- Required action:
Look for the word "building". Copy every line of the listing where it occurs.

- Entries shown:
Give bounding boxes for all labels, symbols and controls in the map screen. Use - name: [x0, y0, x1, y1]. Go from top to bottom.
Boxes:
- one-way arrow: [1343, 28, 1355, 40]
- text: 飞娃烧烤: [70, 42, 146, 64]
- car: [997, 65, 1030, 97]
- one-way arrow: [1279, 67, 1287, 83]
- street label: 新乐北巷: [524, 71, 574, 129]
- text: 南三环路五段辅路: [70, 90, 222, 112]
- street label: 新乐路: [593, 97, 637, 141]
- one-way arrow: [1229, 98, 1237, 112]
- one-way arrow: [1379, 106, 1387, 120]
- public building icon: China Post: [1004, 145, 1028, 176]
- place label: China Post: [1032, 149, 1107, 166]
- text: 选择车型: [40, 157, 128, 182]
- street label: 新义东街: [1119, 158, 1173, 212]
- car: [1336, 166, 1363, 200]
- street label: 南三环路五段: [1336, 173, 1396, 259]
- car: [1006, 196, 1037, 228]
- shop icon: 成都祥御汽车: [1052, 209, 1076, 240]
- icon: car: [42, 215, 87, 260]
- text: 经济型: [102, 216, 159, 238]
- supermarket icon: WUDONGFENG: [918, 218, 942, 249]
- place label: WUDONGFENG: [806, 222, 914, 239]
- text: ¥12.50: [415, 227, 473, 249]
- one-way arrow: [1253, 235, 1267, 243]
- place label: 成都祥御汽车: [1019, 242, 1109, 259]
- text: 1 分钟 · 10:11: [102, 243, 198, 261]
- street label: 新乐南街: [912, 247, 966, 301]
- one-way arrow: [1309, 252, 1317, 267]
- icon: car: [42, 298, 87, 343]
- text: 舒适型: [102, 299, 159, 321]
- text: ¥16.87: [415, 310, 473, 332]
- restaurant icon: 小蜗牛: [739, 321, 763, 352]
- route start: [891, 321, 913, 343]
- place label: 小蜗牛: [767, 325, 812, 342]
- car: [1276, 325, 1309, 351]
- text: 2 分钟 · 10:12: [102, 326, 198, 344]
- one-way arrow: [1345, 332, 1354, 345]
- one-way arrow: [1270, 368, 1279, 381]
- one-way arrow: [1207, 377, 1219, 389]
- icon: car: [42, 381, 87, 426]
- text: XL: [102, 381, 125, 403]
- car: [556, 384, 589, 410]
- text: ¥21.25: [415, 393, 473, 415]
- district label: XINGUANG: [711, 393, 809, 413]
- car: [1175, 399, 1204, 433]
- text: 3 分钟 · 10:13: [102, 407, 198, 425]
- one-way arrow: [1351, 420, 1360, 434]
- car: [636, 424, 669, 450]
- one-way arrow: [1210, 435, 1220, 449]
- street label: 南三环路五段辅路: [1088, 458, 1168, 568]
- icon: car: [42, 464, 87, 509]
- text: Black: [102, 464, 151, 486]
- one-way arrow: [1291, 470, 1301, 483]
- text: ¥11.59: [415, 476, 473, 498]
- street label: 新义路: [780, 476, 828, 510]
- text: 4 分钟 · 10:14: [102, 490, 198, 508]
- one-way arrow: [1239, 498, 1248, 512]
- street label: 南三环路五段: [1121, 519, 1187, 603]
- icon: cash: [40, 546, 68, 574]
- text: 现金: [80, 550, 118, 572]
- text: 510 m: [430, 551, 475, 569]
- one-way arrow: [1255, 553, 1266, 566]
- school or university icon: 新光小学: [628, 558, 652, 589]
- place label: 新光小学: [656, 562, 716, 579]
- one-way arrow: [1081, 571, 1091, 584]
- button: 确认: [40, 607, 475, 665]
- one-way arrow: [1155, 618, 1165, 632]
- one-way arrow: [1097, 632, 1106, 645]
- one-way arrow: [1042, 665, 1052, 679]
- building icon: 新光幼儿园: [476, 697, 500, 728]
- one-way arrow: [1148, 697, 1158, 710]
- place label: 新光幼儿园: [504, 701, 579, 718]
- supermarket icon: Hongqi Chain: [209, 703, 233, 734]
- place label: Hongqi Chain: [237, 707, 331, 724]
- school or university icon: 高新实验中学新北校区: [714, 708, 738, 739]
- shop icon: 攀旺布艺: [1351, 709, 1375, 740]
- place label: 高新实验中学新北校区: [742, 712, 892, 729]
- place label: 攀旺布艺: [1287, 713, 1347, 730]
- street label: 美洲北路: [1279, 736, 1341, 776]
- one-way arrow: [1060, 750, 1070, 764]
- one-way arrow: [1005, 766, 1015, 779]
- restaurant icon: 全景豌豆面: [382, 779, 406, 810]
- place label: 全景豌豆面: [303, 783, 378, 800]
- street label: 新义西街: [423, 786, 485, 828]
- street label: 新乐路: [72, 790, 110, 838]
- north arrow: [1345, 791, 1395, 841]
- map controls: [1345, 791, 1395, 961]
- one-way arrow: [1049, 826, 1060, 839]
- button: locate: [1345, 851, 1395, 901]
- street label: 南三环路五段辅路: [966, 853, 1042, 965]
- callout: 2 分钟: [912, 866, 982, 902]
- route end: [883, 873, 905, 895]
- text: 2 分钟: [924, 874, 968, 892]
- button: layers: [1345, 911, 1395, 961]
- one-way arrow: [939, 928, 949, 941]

- Result of the task:
- public building icon: China Post: [1004, 145, 1028, 176]
- building icon: 新光幼儿园: [476, 697, 500, 728]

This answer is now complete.